Required action » Starting at the first line of the entries below, restate each line exactly until you reach the line with "display:grid; place-items:center; width:110px;", and print that one too. Leave the pictures out and stop there.

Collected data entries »
#####

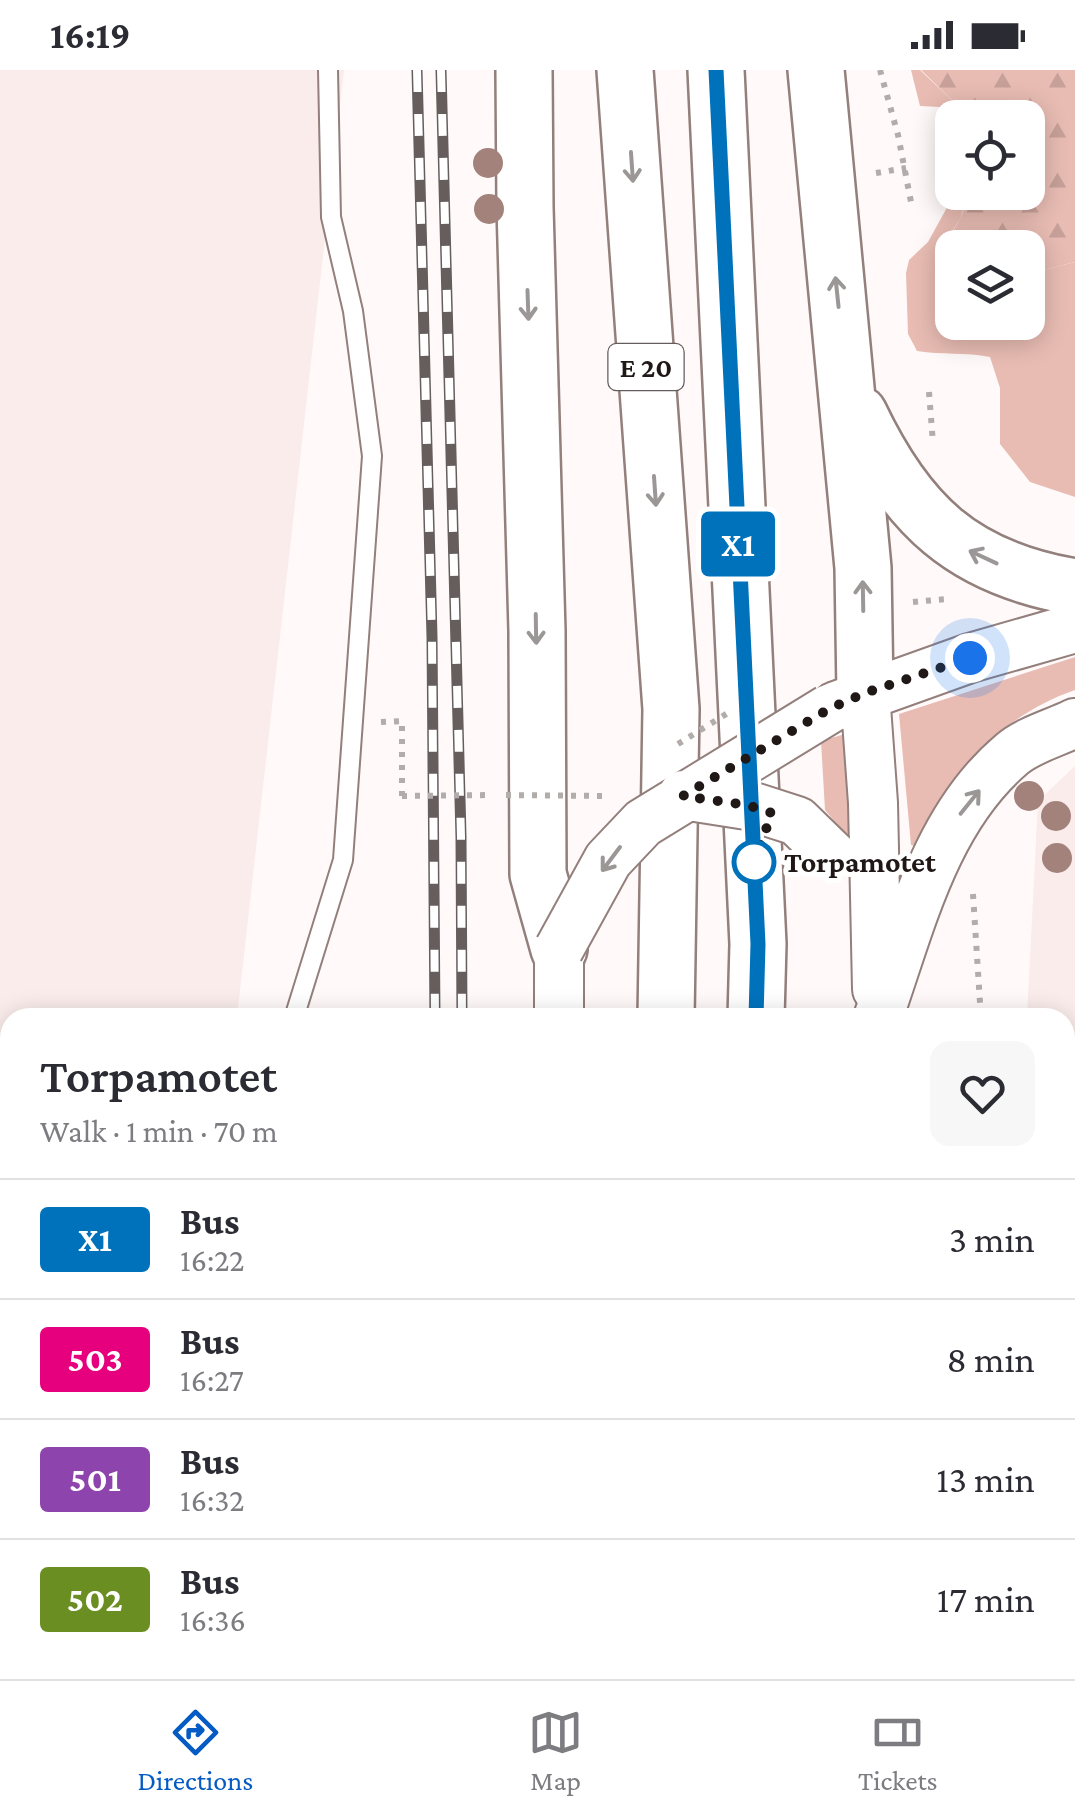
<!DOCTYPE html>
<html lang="en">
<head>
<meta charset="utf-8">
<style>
	:root { --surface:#fff; --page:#f7f7f7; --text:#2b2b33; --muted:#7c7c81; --line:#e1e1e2; --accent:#055bc4 }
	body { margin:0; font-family:"Crimson Pro",serif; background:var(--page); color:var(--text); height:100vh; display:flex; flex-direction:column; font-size:38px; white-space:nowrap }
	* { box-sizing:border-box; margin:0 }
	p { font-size:32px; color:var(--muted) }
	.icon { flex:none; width:55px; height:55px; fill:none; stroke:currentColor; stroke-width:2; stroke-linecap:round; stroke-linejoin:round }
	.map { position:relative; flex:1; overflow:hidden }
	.side { position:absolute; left:0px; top:938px; width:1075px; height:672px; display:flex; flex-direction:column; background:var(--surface); border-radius:30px 30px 0 0; box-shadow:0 5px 25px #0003 }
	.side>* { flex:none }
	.badge { padding:0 20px; border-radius:8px; font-size:35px; line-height:65px }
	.tools { position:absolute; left:935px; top:30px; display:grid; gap:20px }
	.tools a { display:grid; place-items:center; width:110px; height:110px; border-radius:20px; background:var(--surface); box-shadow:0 5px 25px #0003; font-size:50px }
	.you { position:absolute; width:50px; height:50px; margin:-25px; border:8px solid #fff; border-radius:50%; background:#1a73e8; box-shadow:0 0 0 15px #1a73e833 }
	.map>.badge { position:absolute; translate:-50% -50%; box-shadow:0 0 0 5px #fff }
	.round { display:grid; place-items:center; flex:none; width:105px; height:105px; border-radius:20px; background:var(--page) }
	.overview { display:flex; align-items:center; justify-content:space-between; height:170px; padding:0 40px }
	h1 { font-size:48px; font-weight:600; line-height:75px }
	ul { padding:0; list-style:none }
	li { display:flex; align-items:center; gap:30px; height:120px; padding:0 40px; border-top:2px solid var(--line) }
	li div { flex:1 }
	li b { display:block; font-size:38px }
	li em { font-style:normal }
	li .badge { min-width:110px; font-weight:700; text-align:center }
	.status { display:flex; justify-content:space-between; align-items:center; height:70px; padding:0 50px; background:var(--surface); direction:ltr }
	.status svg { height:28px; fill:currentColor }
	.tabs { display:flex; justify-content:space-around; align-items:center; height:140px; border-top:2px solid var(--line); background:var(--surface); font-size:28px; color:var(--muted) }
	.tabs a { display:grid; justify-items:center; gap:5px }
	.tabs .active { color:var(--accent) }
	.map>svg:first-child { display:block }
	.built { fill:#f9ecea }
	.green { fill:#e8bcb3 }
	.forest { fill:url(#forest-firs) }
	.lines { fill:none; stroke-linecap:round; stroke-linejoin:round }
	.service-casing { stroke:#937f7b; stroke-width:22 }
	.minor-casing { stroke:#937f7b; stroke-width:42 }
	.tertiary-casing { stroke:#937f7b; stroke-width:52 }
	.motorway-casing { stroke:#937f7b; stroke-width:60 }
	.path { stroke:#b2acab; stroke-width:6; stroke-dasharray:5 8; stroke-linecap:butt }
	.service { stroke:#fff; stroke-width:18 }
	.minor { stroke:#fff; stroke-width:38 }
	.tertiary { stroke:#fff; stroke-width:48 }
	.motorway { stroke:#fff; stroke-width:55 }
	.rail-casing { stroke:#655e5d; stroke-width:11 }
	.rail { stroke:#fff; stroke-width:8; stroke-dasharray:22; stroke-linecap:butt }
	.tertiary-bridge-casing { stroke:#937f7b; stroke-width:52; stroke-linecap:butt }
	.path-bridge { stroke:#b2acab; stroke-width:6; stroke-dasharray:5 8; stroke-linecap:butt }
	.tertiary-bridge { stroke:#fff; stroke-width:48 }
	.tree { fill:#a4827c }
	.oneway { stroke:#9b9796 }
	.line-casing { stroke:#fff; stroke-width:22 }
	.line { stroke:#0072bc; stroke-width:15 }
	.walk { stroke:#201816; stroke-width:10; stroke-dasharray:0 18 }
	.stop-dot { fill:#fff; stroke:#0072bc; stroke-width:5 }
	.labels { text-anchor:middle; stroke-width:10; stroke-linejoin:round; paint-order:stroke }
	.shield { fill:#fff; stroke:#635d5c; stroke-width:2.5 }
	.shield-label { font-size:28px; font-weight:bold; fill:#201816 }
	.stop-label { font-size:30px; font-weight:bold; fill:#201816; stroke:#fff; text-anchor:start }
</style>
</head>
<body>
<div class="status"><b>16:19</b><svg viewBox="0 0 49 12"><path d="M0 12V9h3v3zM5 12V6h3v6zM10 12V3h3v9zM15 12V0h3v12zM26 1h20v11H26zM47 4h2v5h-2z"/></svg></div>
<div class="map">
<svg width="1075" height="1609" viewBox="0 0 1075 1609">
	<defs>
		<pattern id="forest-firs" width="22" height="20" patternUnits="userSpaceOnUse" patternTransform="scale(2.5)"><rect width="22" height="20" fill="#e8bcb3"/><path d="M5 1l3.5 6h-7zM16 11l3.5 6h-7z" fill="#c7a199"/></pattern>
	</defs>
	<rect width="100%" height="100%" fill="#fffaf9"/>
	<!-- built -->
	<path class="built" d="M0,0H344L237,947L10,948V1600H424L423,1609H0Z
		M1075,696V1238L1065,1222V948L1027,947L1038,731Z"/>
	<!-- green -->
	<path class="green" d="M911,0H920L953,31L961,47L952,48V90L940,37L920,36Z
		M955,123H969L960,149L942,177L949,217L952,218V252H1028V204L1075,192V427L1030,412L1000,374V318L990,287C966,282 942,285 917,281L908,264L906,203L909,190L928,172Z
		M1075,587V620C1000,646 948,705 915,776L911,775L899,644Z
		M845,664L850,761L846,765L825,740L821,671Z
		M903,1600H1038L1039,1603L1036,1609C991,1601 947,1609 902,1609Z"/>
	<!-- forest -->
	<path class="forest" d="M921,0H1075V192L1028,204V178H952V218C926,199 944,175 957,154C963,144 966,133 969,123L1028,122V48L961,47L953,31Z"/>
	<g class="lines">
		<defs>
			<path id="service" d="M294,948L343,790L372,386L353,241L331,147L328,0
				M113,1609L114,1600
				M360,1609V1600"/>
			<path id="minor" d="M1065,1294L1075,1315
				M1065,1552L1075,1571
				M1057,1600L1063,1609"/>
			<path id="tertiary" d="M865,623L873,733L877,919
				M836,636L970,588L1075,558
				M559,879V948
				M879,945C911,854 935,749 1012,684C1028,670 1055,663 1075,653"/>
			<path id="motorway" d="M524,0L525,137L537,561L538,804L559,879
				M625,0L671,639L666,948
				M716,0L758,874L756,948
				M816,0L863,498L865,623
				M859,344C907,445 962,498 1075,517
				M546,1609V1600
				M639,1609V1600
				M722,1609L723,1600
				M863,1609L864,1600"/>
		</defs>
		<!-- service casing -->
		<use href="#service" class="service-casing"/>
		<!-- minor casing -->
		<use href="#minor" class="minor-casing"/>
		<!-- tertiary casing -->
		<use href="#tertiary" class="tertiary-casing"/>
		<!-- motorway casing -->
		<use href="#motorway" class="motorway-casing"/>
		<!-- path -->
		<path class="path" d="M880,0L898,65L911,132
			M876,103L906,98
			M929,322L933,373
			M913,532L947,529
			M381,652L402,651V726
			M973,824L981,948
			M1065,1001L1075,991
			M1065,1388L1075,1403"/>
		<!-- service -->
		<use href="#service" class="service"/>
		<!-- minor -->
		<use href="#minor" class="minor"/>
		<!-- tertiary -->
		<use href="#tertiary" class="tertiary"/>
		<!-- motorway -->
		<use href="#motorway" class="motorway"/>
		<defs>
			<path id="rail" d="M417,0L432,567L435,948
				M441,0L461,767L462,948
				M428,1609V1600
				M452,1609V1600"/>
		</defs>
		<!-- rail casing -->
		<use href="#rail" class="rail-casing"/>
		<!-- rail -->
		<use href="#rail" class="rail"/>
		<defs>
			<path id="tertiary-bridge" d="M683,725L747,735L797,751L832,785
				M559,879L608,790L643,753L829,639"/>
		</defs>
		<!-- tertiary-bridge casing -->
		<use href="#tertiary-bridge" class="tertiary-bridge-casing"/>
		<!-- path-bridge -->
		<path class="path-bridge" d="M678,674L731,641
			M506,725L604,726
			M402,726L493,725"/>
		<!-- tertiary-bridge -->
		<use href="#tertiary-bridge" class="tertiary-bridge"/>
	</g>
	<!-- trees -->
	<g class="tree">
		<circle cx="488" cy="93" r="15"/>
		<circle cx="489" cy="139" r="15"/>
		<circle cx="1029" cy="726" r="15"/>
		<circle cx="1056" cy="746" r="15"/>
		<circle cx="1057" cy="788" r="15"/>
	</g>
	<!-- one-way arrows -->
	<defs><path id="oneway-shaft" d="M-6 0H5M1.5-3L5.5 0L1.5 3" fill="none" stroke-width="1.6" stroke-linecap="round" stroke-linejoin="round" transform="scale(2.5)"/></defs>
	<g class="oneway">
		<use href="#oneway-shaft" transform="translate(632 97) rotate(86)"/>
		<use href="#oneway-shaft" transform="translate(837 222) rotate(-96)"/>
		<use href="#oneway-shaft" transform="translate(528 235) rotate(88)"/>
		<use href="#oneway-shaft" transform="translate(655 421) rotate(86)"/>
		<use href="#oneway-shaft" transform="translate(983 487) rotate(-155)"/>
		<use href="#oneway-shaft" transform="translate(863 526) rotate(-91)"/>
		<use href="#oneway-shaft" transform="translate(536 559) rotate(89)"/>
		<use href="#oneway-shaft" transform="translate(970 732) rotate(-51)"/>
		<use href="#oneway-shaft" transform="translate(611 789) rotate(127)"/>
	</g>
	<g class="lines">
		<defs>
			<path id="line" d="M716,0L758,874L756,948"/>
		</defs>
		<!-- line casing -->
		<use href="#line" class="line-casing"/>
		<!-- line -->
		<use href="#line" class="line"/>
		<!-- walk -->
		<path class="walk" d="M754,792L772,743L747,735L683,726L829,639L865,623L970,588"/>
	</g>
	<!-- markers -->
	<circle class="stop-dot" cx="754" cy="792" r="20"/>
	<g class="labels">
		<!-- shield labels -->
		<rect class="shield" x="608.5" y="274" width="75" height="46" rx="8"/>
		<g class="shield-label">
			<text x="646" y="307">E 20</text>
		</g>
		<!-- stop labels -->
		<g class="stop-label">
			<text x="784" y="802">Torpamotet</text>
		</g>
	</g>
</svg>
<div class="tools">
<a><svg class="icon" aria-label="locate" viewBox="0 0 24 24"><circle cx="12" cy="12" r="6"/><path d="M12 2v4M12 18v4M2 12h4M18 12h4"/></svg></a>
<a><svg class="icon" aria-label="layers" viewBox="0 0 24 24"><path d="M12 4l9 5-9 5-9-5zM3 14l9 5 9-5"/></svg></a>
</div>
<div class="you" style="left:970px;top:588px"></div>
<b class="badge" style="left:738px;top:474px;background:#0072bc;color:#fff">X1</b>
<section class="side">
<div class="overview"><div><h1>Torpamotet</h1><p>Walk · 1 min · 70 m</p></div><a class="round"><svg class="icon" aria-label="heart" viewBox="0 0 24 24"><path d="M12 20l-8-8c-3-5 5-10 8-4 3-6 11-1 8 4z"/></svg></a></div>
<ul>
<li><span class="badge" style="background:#0072bc;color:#fff">X1</span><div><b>Bus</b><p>16:22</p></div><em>3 min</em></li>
<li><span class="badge" style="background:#e6007e;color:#fff">503</span><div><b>Bus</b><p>16:27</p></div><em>8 min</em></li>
<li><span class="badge" style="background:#8e44ad;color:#fff">501</span><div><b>Bus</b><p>16:32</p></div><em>13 min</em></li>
<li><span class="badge" style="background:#6b8e23;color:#fff">502</span><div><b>Bus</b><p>16:36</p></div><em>17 min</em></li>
</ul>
</section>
</div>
<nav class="tabs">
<a class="active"><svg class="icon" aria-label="directions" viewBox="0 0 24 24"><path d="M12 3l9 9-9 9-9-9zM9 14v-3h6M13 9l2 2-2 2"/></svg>Directions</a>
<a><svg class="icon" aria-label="map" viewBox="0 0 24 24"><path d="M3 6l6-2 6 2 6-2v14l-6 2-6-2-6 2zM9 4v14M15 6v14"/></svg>Map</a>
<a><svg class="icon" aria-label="tickets" viewBox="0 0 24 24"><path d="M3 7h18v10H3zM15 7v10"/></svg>Tickets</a>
</nav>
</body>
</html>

#####

Exercise solution »
<!DOCTYPE html>
<html lang="en">
<head>
<meta charset="utf-8">
<style>
	:root { --surface:#fff; --page:#f7f7f7; --text:#2b2b33; --muted:#7c7c81; --line:#e1e1e2; --accent:#055bc4 }
	body { margin:0; font-family:"Crimson Pro",serif; background:var(--page); color:var(--text); height:100vh; display:flex; flex-direction:column; font-size:38px; white-space:nowrap }
	* { box-sizing:border-box; margin:0 }
	p { font-size:32px; color:var(--muted) }
	.icon { flex:none; width:55px; height:55px; fill:none; stroke:currentColor; stroke-width:2; stroke-linecap:round; stroke-linejoin:round }
	.map { position:relative; flex:1; overflow:hidden }
	.side { position:absolute; left:0px; top:938px; width:1075px; height:672px; display:flex; flex-direction:column; background:var(--surface); border-radius:30px 30px 0 0; box-shadow:0 5px 25px #0003 }
	.side>* { flex:none }
	.badge { padding:0 20px; border-radius:8px; font-size:35px; line-height:65px }
	.tools { position:absolute; left:935px; top:30px; display:grid; gap:20px }
	.tools a { display:grid; place-items:center; width:110px; height:110px; border-radius:20px; background:var(--surface); box-shadow:0 5px 25px #0003; font-size:50px }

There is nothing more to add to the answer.